TO DO:
Find the line with "Bounding boxes for all" in the entries below, then output every line from it down to the line with "Please mark all", exactly and with no pictures.

PROVIDED ENTRIES:
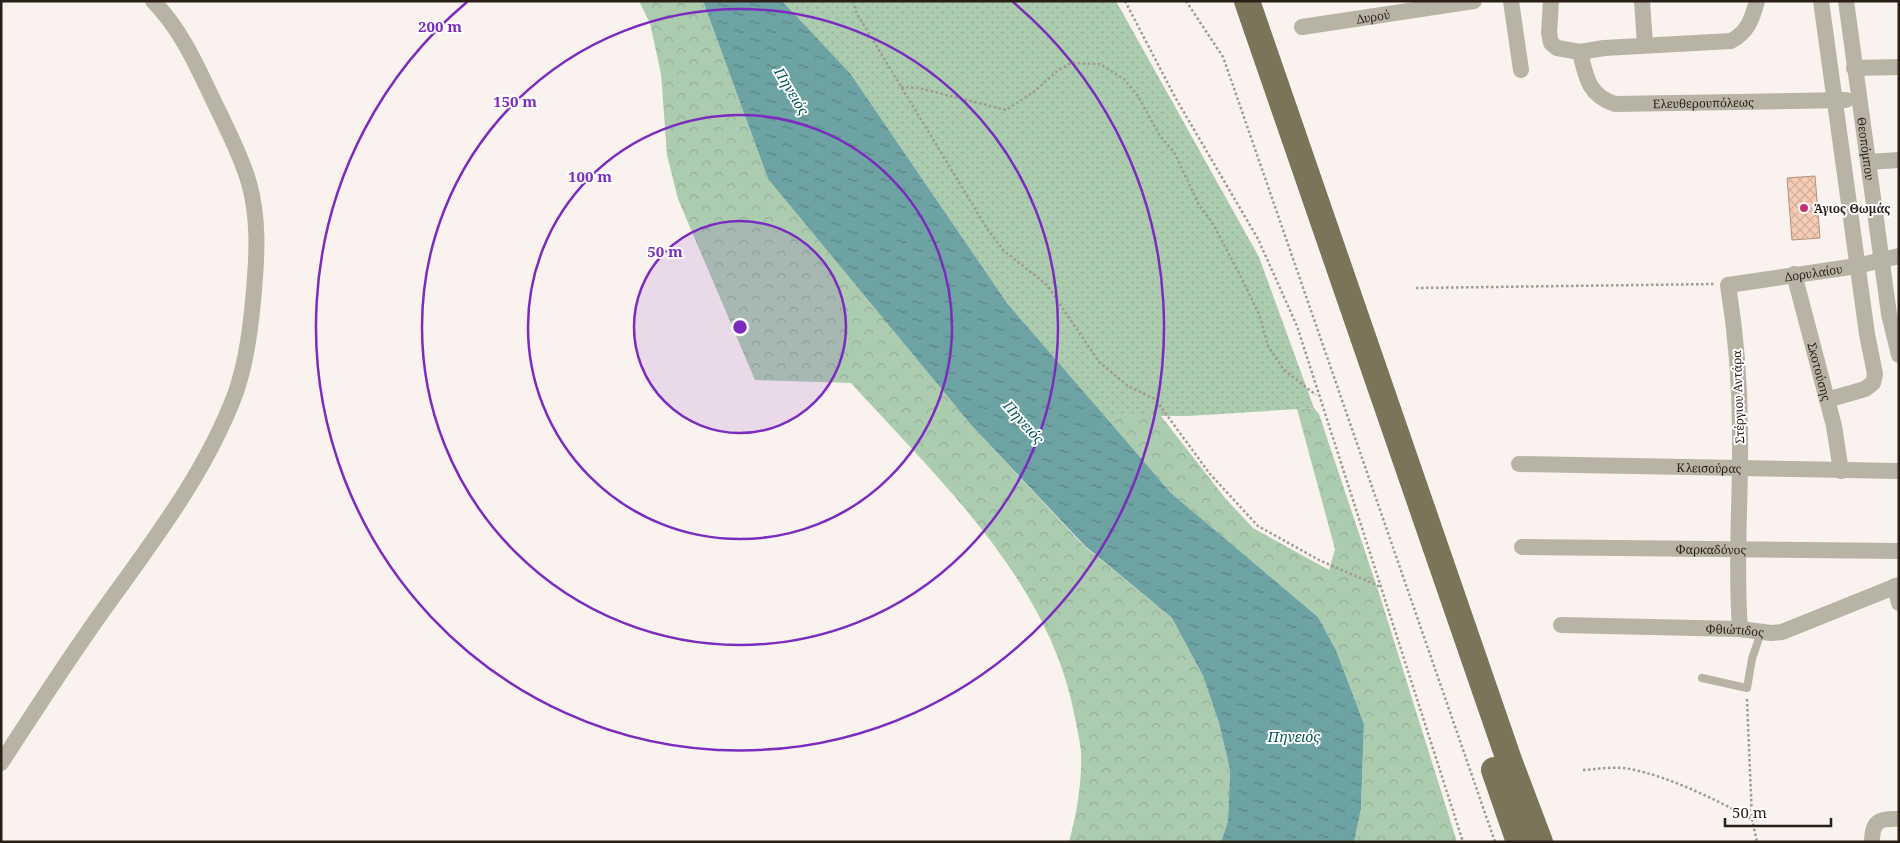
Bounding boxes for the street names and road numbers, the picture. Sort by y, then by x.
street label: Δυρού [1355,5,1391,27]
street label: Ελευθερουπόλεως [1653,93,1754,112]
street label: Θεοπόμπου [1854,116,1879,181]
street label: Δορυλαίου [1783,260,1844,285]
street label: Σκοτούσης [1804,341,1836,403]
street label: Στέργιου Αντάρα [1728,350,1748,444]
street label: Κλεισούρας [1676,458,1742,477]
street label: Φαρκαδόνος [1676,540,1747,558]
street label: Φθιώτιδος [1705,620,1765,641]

...

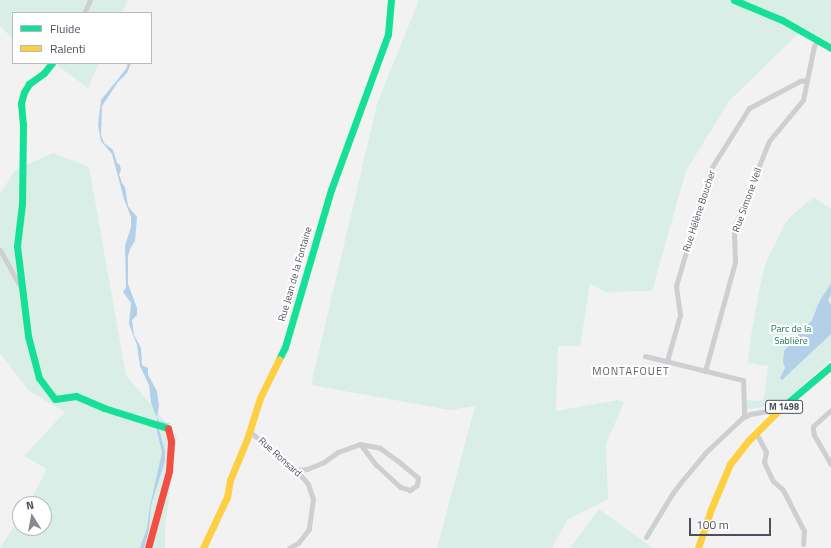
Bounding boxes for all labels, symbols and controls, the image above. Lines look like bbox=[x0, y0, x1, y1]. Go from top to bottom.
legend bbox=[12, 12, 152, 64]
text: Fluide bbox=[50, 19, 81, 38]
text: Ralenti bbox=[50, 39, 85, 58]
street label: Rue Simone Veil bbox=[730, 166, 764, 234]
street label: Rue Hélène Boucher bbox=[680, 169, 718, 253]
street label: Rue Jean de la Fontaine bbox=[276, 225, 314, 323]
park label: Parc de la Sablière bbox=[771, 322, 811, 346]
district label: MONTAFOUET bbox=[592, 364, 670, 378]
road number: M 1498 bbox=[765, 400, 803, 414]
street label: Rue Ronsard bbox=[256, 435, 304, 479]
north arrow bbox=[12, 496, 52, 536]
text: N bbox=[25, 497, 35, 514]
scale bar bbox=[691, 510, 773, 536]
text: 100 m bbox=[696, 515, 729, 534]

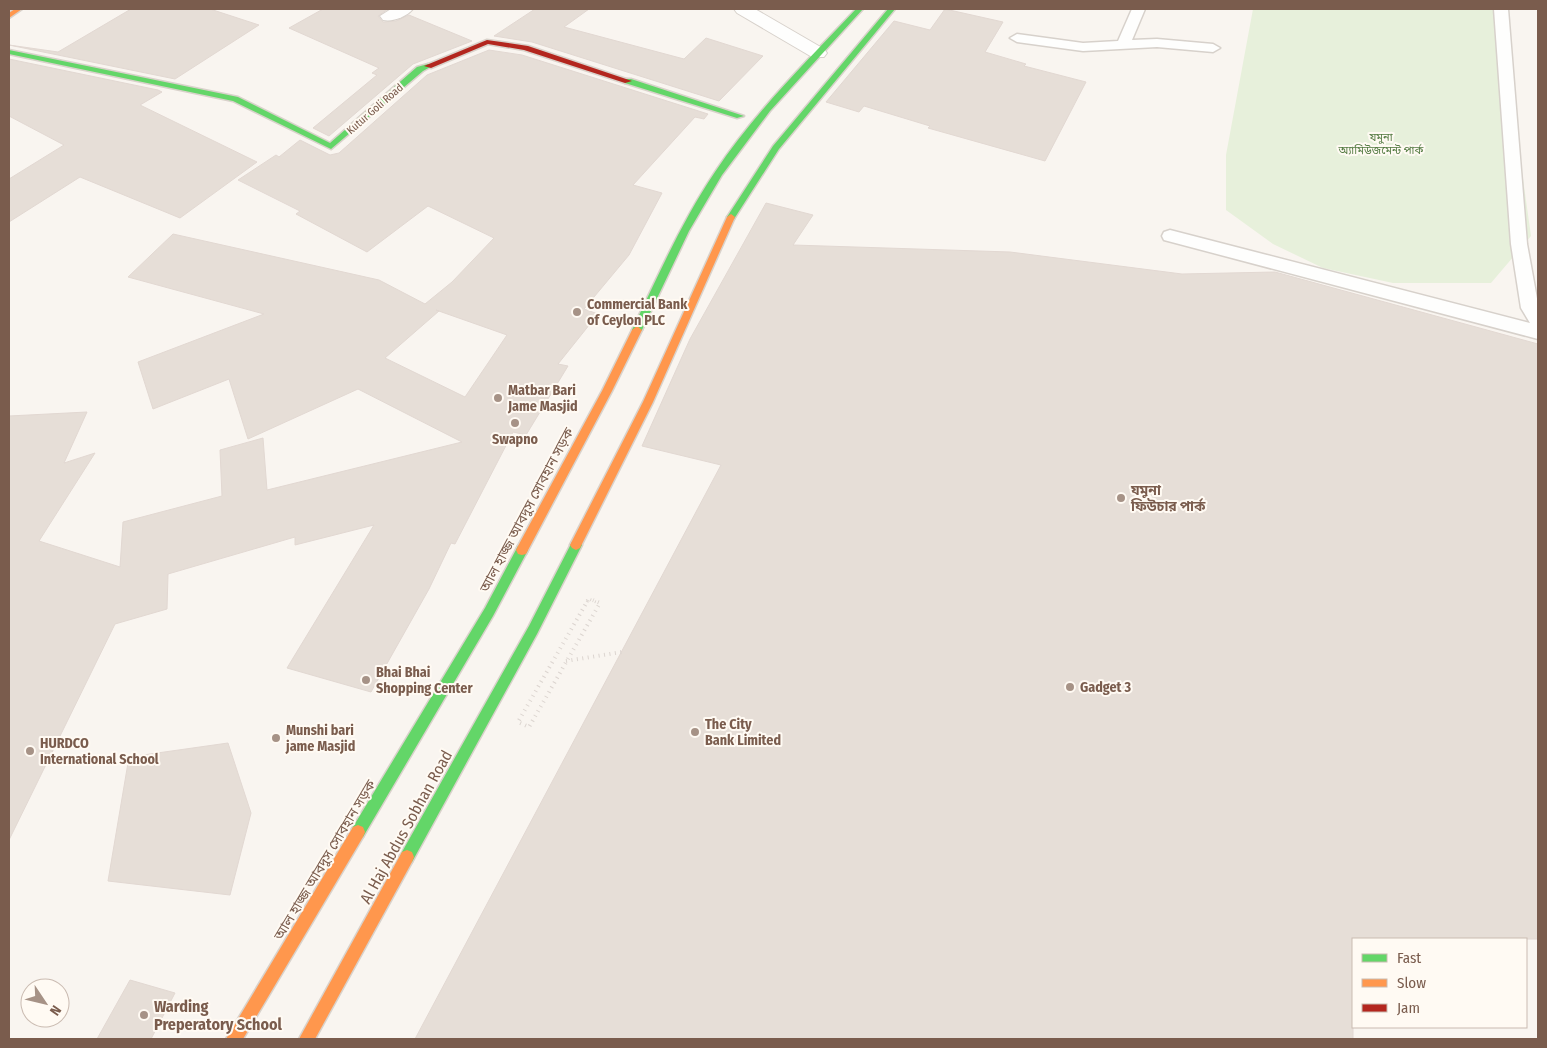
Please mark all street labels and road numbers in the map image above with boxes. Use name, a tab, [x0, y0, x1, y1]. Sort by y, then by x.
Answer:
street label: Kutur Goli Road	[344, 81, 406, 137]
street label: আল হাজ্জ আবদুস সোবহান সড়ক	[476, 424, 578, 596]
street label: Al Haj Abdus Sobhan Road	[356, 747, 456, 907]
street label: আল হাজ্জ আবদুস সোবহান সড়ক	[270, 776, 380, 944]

WRITTEN ANSWER:
Bounding boxes for all labels, symbols and controls, the image above. Lines look like bbox=[x0, y0, x1, y1]. Go from top to bottom.
legend bbox=[12, 12, 152, 64]
text: Fluide bbox=[50, 19, 81, 38]
text: Ralenti bbox=[50, 39, 85, 58]
street label: Rue Simone Veil bbox=[730, 166, 764, 234]
street label: Rue Hélène Boucher bbox=[680, 169, 718, 253]
street label: Rue Jean de la Fontaine bbox=[276, 225, 314, 323]
park label: Parc de la Sablière bbox=[771, 322, 811, 346]
district label: MONTAFOUET bbox=[592, 364, 670, 378]
road number: M 1498 bbox=[765, 400, 803, 414]
street label: Rue Ronsard bbox=[256, 435, 304, 479]
north arrow bbox=[12, 496, 52, 536]
text: N bbox=[25, 497, 35, 514]
scale bar bbox=[691, 510, 773, 536]
text: 100 m bbox=[696, 515, 729, 534]

Please mark all street labels and road numbers in the map image above with boxes. Use name, a tab, [x0, y0, x1, y1]. Sort by y, then by x.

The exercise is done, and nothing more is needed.